## Exercise brief
Your job is to copy every line in the material containing the word "align".

## Dataset entries
..........
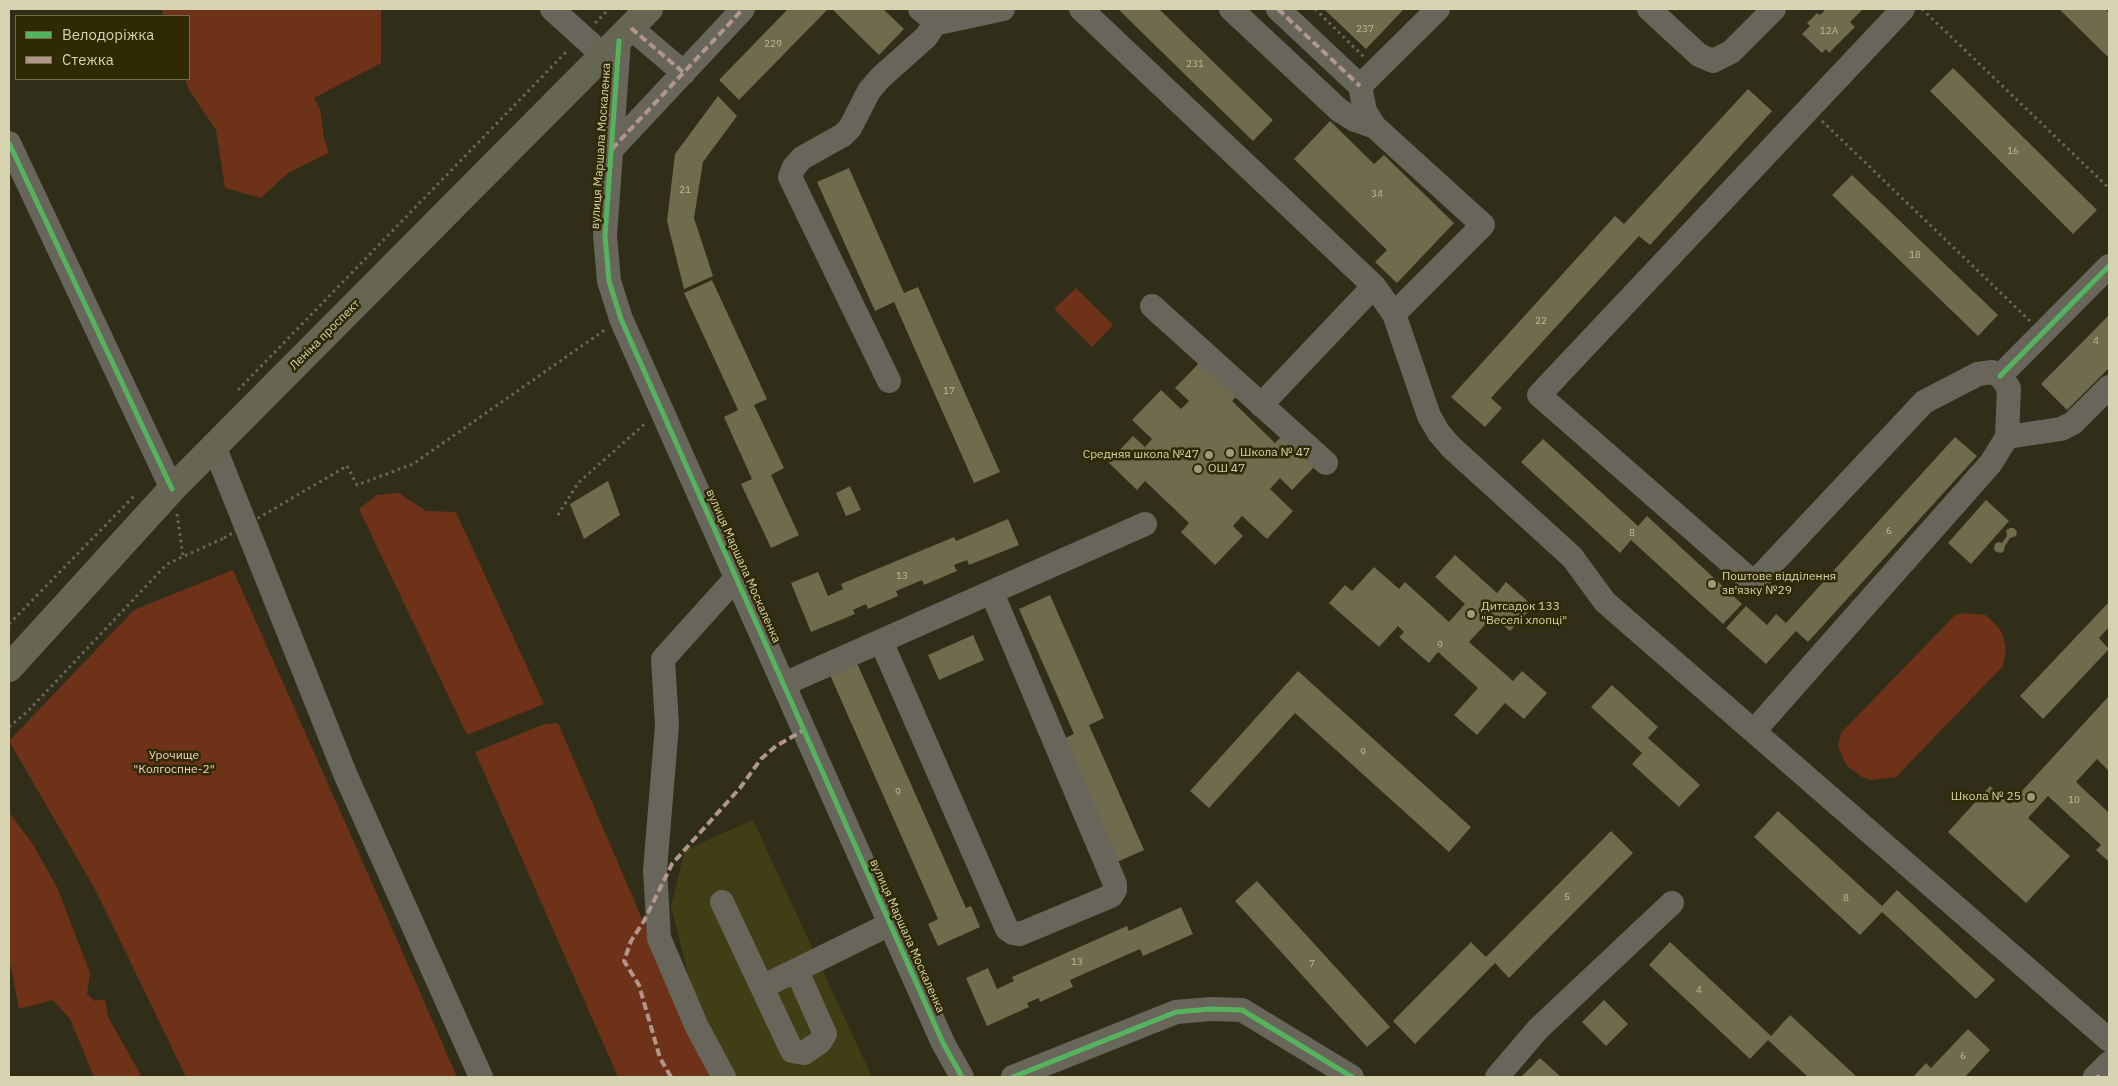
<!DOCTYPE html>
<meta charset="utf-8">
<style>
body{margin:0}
#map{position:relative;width:2118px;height:1086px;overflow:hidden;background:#302d19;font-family:"IBM Plex Sans",sans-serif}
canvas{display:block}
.frame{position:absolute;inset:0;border:10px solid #d7d3b0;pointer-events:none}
.legend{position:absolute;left:15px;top:15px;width:175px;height:65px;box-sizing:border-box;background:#2f2a04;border:1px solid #726e49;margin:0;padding:6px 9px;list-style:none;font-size:15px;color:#d7d3b0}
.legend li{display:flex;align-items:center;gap:10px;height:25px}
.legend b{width:25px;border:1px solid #726e49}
</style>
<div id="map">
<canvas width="2118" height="1086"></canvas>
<div class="frame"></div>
<ul class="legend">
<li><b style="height:6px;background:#56b35d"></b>Велодоріжка</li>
<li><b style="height:6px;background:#b2968c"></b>Стежка</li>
</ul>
</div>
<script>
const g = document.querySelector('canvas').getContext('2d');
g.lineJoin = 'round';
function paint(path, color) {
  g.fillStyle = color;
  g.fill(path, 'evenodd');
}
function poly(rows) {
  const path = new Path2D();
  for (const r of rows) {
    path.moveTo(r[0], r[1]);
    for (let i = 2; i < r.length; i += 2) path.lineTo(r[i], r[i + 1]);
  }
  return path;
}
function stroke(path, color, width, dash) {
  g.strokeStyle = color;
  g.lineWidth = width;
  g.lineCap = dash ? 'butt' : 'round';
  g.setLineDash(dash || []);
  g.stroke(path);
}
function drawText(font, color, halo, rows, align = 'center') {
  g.font = font + ' "IBM Plex Sans",sans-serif';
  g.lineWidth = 5;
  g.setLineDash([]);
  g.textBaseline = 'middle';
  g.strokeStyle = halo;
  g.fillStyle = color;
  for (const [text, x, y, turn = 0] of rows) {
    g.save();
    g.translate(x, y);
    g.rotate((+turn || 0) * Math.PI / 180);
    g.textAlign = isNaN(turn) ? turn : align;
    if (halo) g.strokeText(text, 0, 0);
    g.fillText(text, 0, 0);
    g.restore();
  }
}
paint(poly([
 [753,820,872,1077,735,1077,696,1003,671,907,685,850]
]), '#413d15');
paint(poly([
 [161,9,381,9,381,63,314,98,320,109,324,138,329,153,288,173,261,198,225,188,216,130,189,90,185,79,189,79,189,16,164,16],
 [1076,288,1113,325,1092,347,1054,309],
 [399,493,426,511,456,512,544,704,467,735,359,509,377,495],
 [233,570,392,928,457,1077,186,1077,96,891,9,741,134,610],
 [1966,613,1986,615,1999,628,2003,635,2006,650,2003,666,1896,777,1872,780,1862,777,1847,766,1843,759,1838,745,1841,733,1955,615],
 [558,723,710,1077,618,1077,475,752,545,724],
 [9,812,34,846,58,889,90,973,87,994,95,1001,105,999,108,1017,142,1077,94,1077,70,1019,53,1000,19,1009,9,957]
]), '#6d3217');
paint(poly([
 [788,9,828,9,739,100,719,80],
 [832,9,883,9,904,29,879,55],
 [1118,9,1159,9,1273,120,1253,141],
 [1324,9,1404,9,1366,49],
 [1826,9,1863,9,1850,22,1855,27,1829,53,1826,49,1822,53,1802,34,1810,26,1807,23,1817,13,1820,15],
 [2059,9,2105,9,2109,13,2109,58],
 [1953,68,2097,210,2073,234,1930,91],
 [1748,89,1772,111,1650,245,1639,236,1491,398,1502,408,1485,427,1451,397,1615,216,1624,224],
 [718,96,737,116,703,162,694,218,713,276,684,289,667,221,675,154],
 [1330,121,1374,164,1384,155,1454,223,1397,283,1375,262,1387,250,1294,159],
 [849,168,904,293,918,287,1000,472,974,483,894,302,875,311,817,182],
 [1852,175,1998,315,1978,336,1832,195],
 [712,280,767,399,754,405,784,468,771,475,799,535,771,548,741,484,752,479,724,417,738,410,684,293],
 [2109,315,2109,368,2067,410,2041,384],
 [1202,360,1239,394,1232,401,1275,443,1282,436,1315,466,1292,490,1280,478,1270,489,1293,511,1267,539,1242,516,1233,526,1243,536,1215,565,1181,532,1189,523,1145,481,1137,490,1108,462,1133,436,1145,447,1152,439,1132,420,1161,390,1181,409,1189,401,1175,388],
 [1955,437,1977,456,1808,642,1796,631,1766,664,1726,628,1746,606,1767,625,1776,614,1786,623],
 [1543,439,1638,526,1647,516,1742,604,1723,624,1631,540,1620,553,1521,462],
 [608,481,620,515,584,539,570,504],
 [850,486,861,510,846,516,836,493],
 [1986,500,2009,521,1971,564,1948,543],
 [1008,519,1019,545,969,565,967,560,954,565,957,571,924,585,922,580,896,591,898,596,868,609,866,604,853,610,855,614,811,632,791,583,818,572,828,596,843,589,841,584,954,537,956,541],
 [2010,528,2014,528,2017,532,2016,536,2010,538,2005,546,2004,551,2001,553,1996,552,1994,549,1995,544,1998,542,2002,543,2007,536,2006,530],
 [1455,555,1497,593,1506,582,1533,606,1510,631,1493,616,1469,642,1513,681,1522,671,1547,693,1524,719,1505,703,1477,735,1454,715,1478,688,1438,652,1429,663,1399,637,1404,632,1398,626,1379,647,1329,603,1345,585,1352,591,1374,567,1399,589,1405,582,1449,622,1465,604,1435,577],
 [1050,595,1104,718,1089,725,1144,850,1117,862,1063,739,1074,734,1019,609],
 [2109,602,2109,627,2099,638,2109,649,2043,719,2020,696],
 [973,635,984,660,939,680,928,655],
 [857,663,966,908,971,906,980,927,938,946,928,924,938,919,830,675],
 [1298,671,1471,827,1449,852,1295,713,1209,808,1190,791],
 [1612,685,1658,727,1648,738,1700,785,1679,807,1632,764,1642,753,1591,707],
 [2109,696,2109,771,2097,759,2076,782,2109,813,2109,862,2096,850,2101,845,2048,796,2028,818,2070,856,2026,903,1948,832,1990,786,2010,804],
 [1778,811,1882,906,1897,890,1995,980,1976,999,1882,912,1860,935,1754,837],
 [1611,831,1633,853,1509,978,1495,963,1415,1044,1393,1021,1471,942,1486,957],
 [1257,881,1390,1027,1367,1047,1235,901],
 [1181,907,1193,934,1143,956,1140,949,1070,980,1073,987,1040,1002,1039,998,1027,1003,1029,1007,987,1026,966,978,988,968,997,989,1014,981,1012,977,1127,926,1129,931],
 [1670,942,1771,1036,1790,1015,1857,1077,1808,1077,1768,1040,1750,1059,1649,965],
 [1604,1000,1628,1024,1606,1046,1582,1022],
 [1968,1029,1990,1050,1965,1077,1913,1077,1926,1063,1931,1068],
 [1540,1058,1561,1077,1521,1077]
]), '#6f6b4c');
stroke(poly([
 [1315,9,1364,57],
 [1922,9,2109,188],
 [595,23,609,9],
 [1822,121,2030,321],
 [238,390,568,50],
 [347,466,357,485,413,464,606,329],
 [177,514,183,556],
 [558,515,578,483,647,422],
 [9,624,134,496],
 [9,727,27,712,167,564,224,538]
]), '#6a685b', 3, [2.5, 4]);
stroke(poly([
 [552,9,604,56],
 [920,9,932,19,943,22,1003,9],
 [1081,9,1374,286,1394,314,1429,416,1439,433,1451,447,1572,557,1605,602,2109,1040],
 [1231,9,1339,110,1355,120,1375,127],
 [1278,9,1360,86,1365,111,1375,127,1483,225,1394,314],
 [1649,9,1699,55,1713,61,1731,52,1774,9],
 [631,28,684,73],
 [619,41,605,236,609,281,621,319,943,1043,962,1077],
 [1360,86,1438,9],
 [9,143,172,489],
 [610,151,743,9],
 [1152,306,1326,463],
 [2000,376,2109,266],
 [889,381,790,177,794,167,802,158,843,135,850,128,869,91,880,78,926,37,932,28,932,19],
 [1261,405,1374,286],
 [2007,437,2061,429,2073,423,2109,387],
 [214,446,346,776,481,1077],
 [881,641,1007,929,1013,933,1020,934,1111,896,1115,890,1115,884,992,593],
 [784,684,1145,524],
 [1754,731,1991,463,2007,437,2009,388,2000,376,1992,372,1978,374,1924,402,1754,583,1539,395,1903,9],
 [722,902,792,1051,804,1053,820,1042,825,1034,797,971],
 [762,987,890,924],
 [724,1077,697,1027,659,938,655,870,667,725,663,659,737,577],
 [1013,1077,1176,1012,1211,1009,1242,1010,1352,1077],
 [1497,1077,1538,1029,1672,903],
 [2095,1077,2109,1063]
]), '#68665a', 24);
stroke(poly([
 [9,668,172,489,649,9]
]), '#676554', 28);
stroke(poly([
 [224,538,347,466]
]), '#6a685b', 3, [2.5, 4]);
stroke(poly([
 [1278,9,1360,86],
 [631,28,684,73],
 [612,149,743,9],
 [2097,1075,2098,1077],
 [671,1077,660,1058,639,985,624,961,631,941,644,921,672,864,740,788,761,759,776,746,804,730]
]), '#b2968c', 4, [8, 4]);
stroke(poly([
 [619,41,605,236,609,281,621,319,943,1043,962,1077],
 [9,143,172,489],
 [2000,376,2109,266],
 [1013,1077,1176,1012,1211,1009,1242,1010,1352,1077]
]), '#56b35d', 5);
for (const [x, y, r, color] of [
 [1230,453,5,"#9d997b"],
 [1209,455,5,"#9d997b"],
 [1198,469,5,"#9d997b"],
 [1712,584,5,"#9d997b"],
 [1471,614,5,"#9d997b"],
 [2031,797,5,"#9d997b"]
]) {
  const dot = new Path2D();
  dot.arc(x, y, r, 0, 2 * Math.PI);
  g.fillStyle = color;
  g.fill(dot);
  stroke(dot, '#2f2a04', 2);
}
drawText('10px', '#bdb997', null, [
 ["237",1365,29],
 ["12А",1829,31],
 ["229",773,44],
 ["231",1195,64],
 ["16",2013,151],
 ["21",685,190],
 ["34",1377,194],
 ["18",1915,255],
 ["22",1541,321],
 ["4",2096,341],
 ["17",949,391],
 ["6",1889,531],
 ["8",1632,533],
 ["13",902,576],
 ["9",1440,645],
 ["9",1363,752],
 ["9",898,792],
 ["10",2074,800],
 ["5",1567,897],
 ["8",1846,898],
 ["13",1077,962],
 ["7",1312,964],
 ["4",1699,990],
 ["6",1963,1056]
]);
drawText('12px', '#d7d3b0', '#2f2a04', [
 ["вулиця Маршала Москаленка",601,146,-86],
 ["Леніна проспект",325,335,-45],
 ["вулиця Маршала Москаленка",743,566,66],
 ["вулиця Маршала Москаленка",907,936,66]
]);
drawText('12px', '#d7d3b0', '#2f2a04', [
 ["Школа № 47",1240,453],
 ["Средняя школа №47",1199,455,"right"],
 ["ОШ 47",1208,469],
 ["Поштове відділення",1722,577],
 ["зв'язку №29",1722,591],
 ["Дитсадок 133",1481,607],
 ["\"Веселі хлопці\"",1481,621],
 ["Школа № 25",2021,797,"right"]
], 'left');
drawText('12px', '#f1d1c5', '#2f2a04', [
 ["Урочище",174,756],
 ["\"Колгоспне-2\"",174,770]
]);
</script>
..........
## Output for this exercise
.legend li{display:flex;align-items:center;gap:10px;height:25px}
function drawText(font, color, halo, rows, align = 'center') {
    g.textAlign = isNaN(turn) ? turn : align;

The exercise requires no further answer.